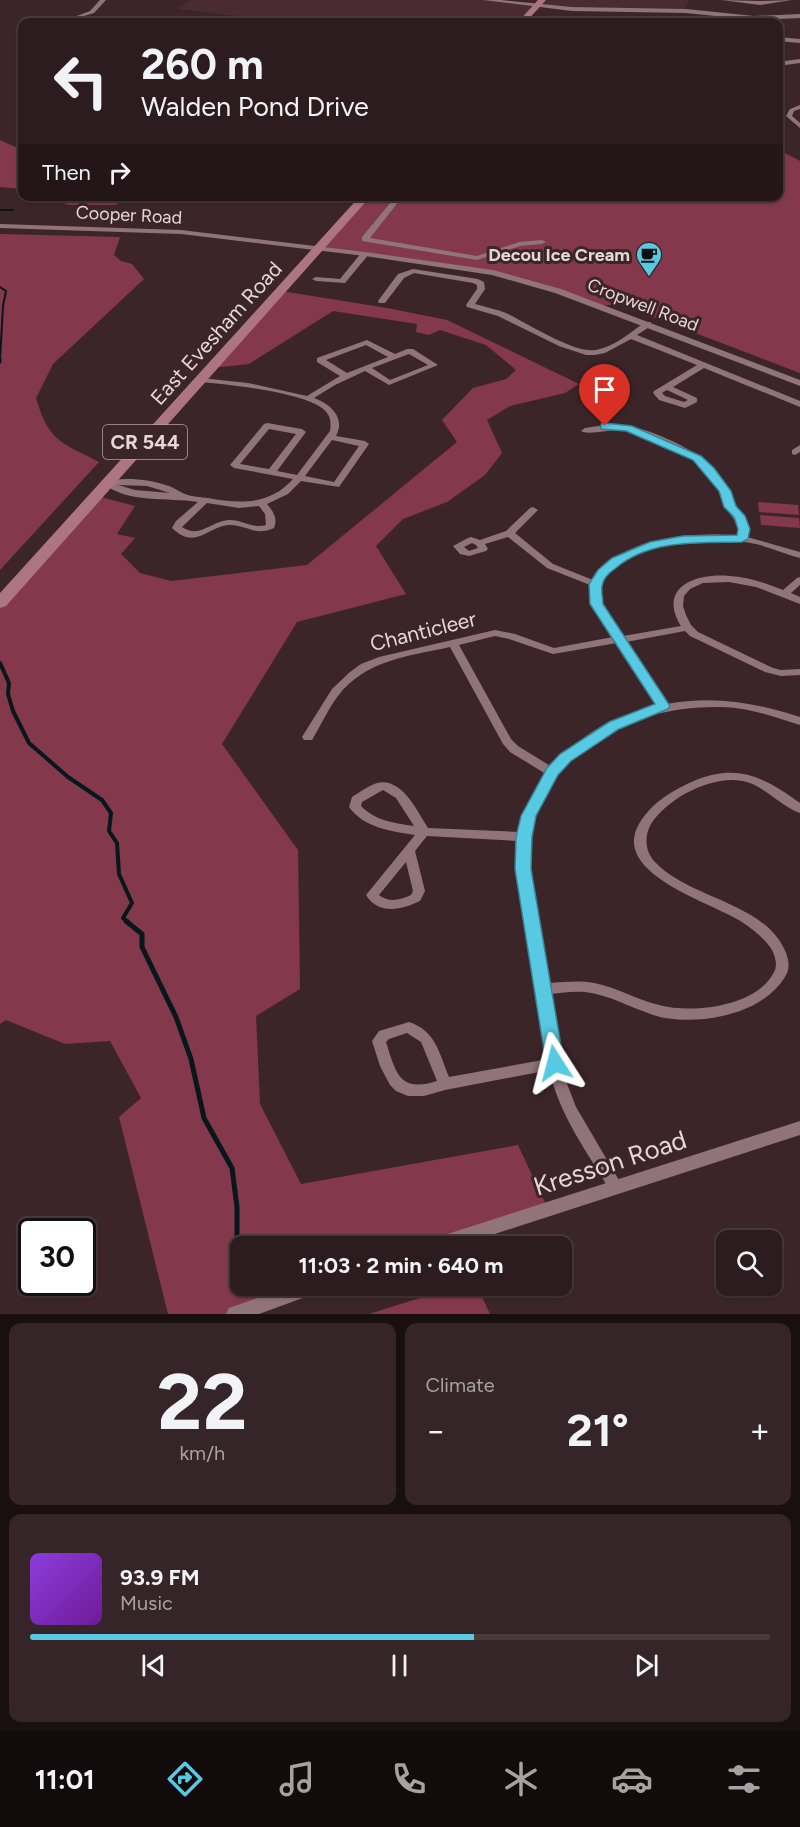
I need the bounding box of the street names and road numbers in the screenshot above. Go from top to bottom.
street label: Cooper Road [75,201,183,229]
street label: East Evesham Road [145,256,287,410]
street label: Cropwell Road [584,274,702,336]
road number: CR 544 [103,425,187,459]
street label: Chanticleer [368,606,478,656]
street label: Kresson Road [529,1123,691,1203]

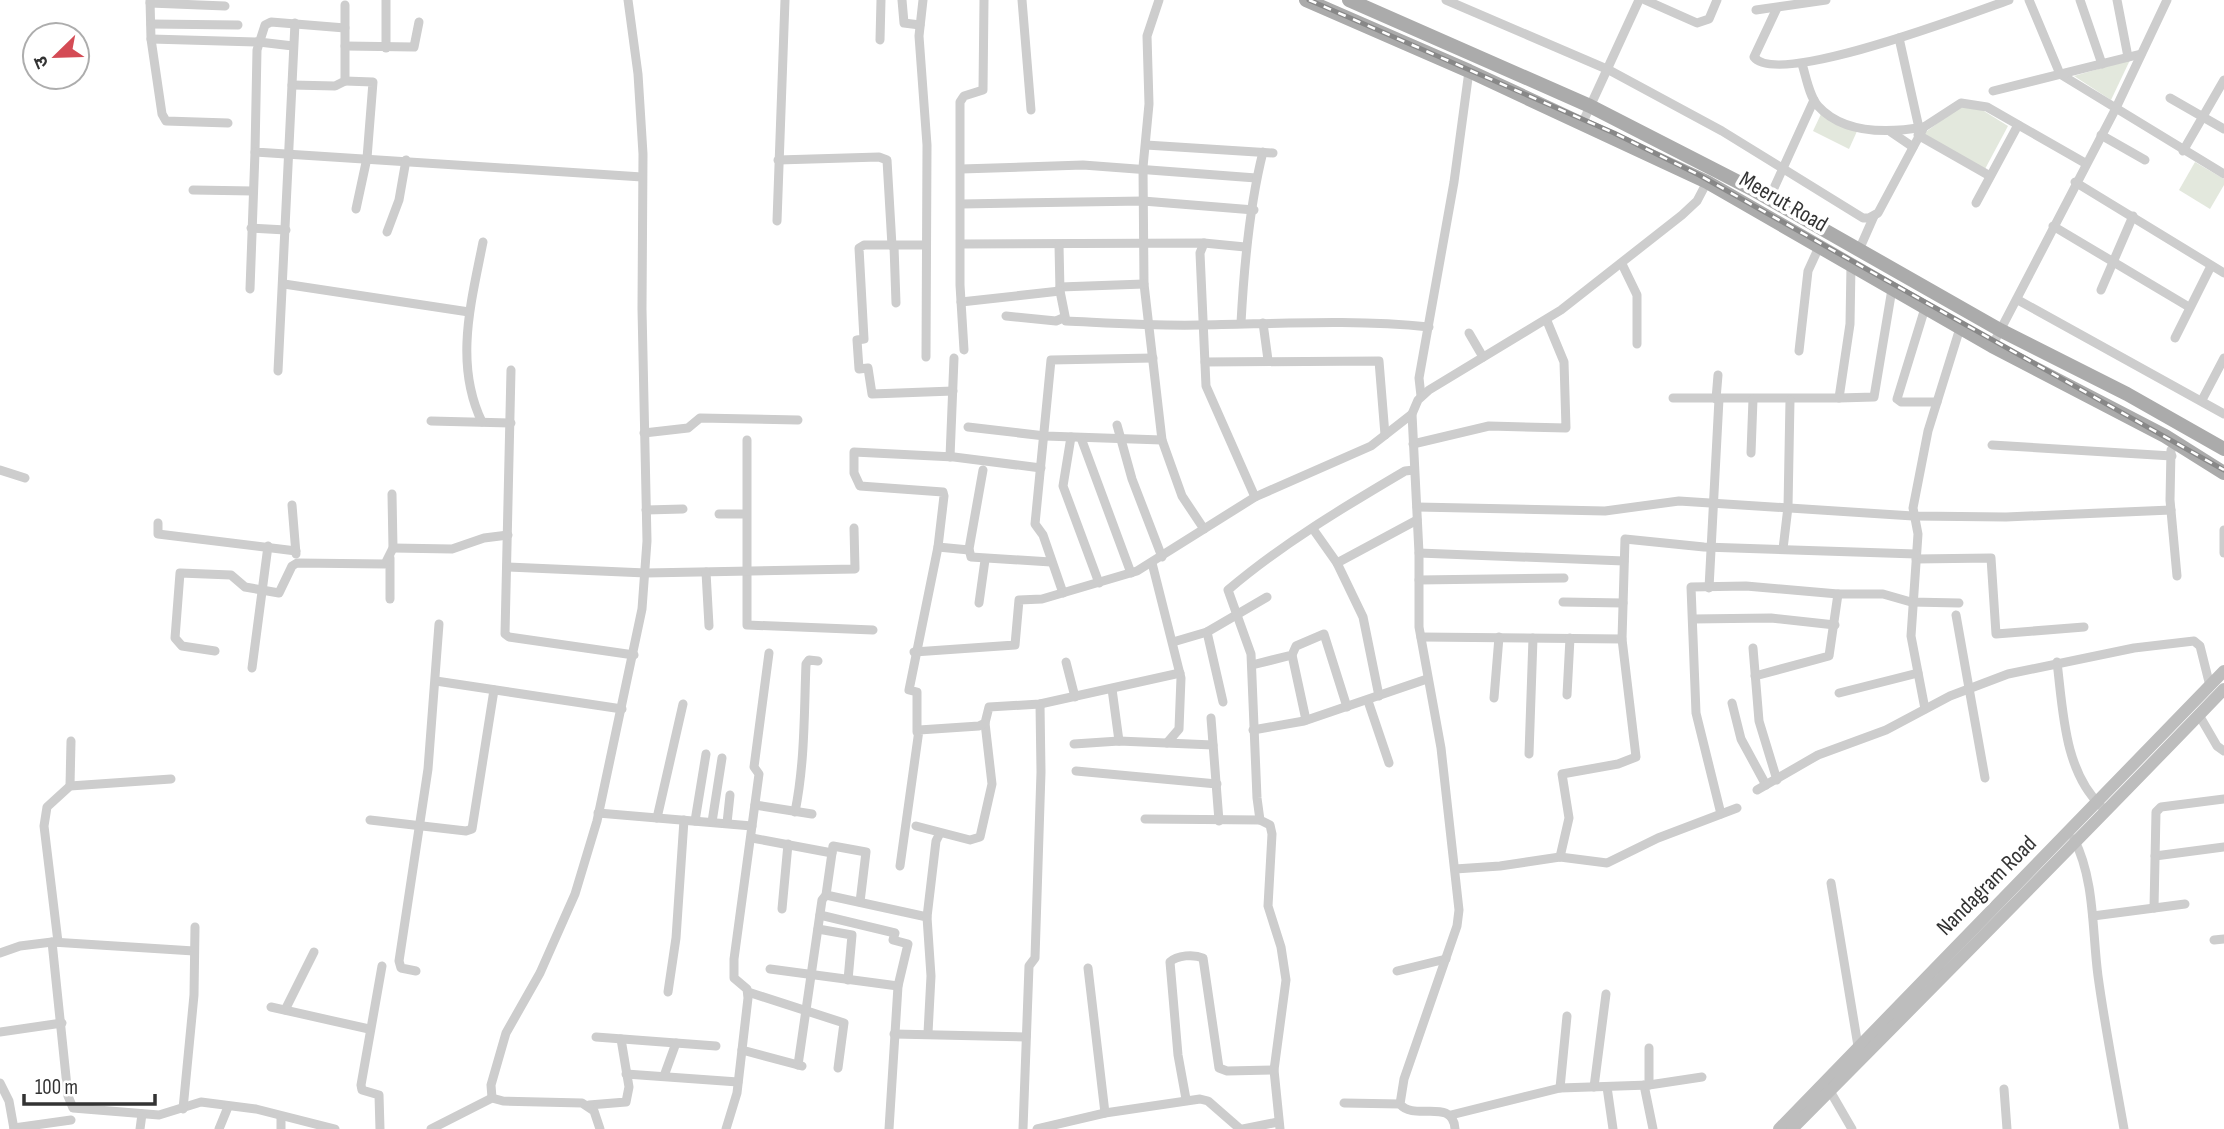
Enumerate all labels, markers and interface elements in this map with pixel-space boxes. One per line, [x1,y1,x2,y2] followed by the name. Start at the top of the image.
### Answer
[21,21,91,91] north arrow
[29,52,54,72] text: उ
[1734,165,1833,238] street label: Meerut Road
[1931,830,2043,942] street label: Nandagram Road
[24,1062,156,1106] scale bar
[35,1075,78,1100] text: 100 m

WORK TO COMPLETE -> Transcribe exactly each line of the records from the start up to and including the one with "Enumerate all labels, markers", and leave out every picture.

TASK ANSWER ->
I need the bounding box of the street names and road numbers in the screenshot above. Go from top to bottom.
street label: Cooper Road [75,201,183,229]
street label: East Evesham Road [145,256,287,410]
street label: Cropwell Road [584,274,702,336]
road number: CR 544 [103,425,187,459]
street label: Chanticleer [368,606,478,656]
street label: Kresson Road [529,1123,691,1203]

Enumerate all labels, markers and interface elements in this map with pixel-space boxes. One per line, [x1,y1,x2,y2] followed by the name. Start at the top of the image.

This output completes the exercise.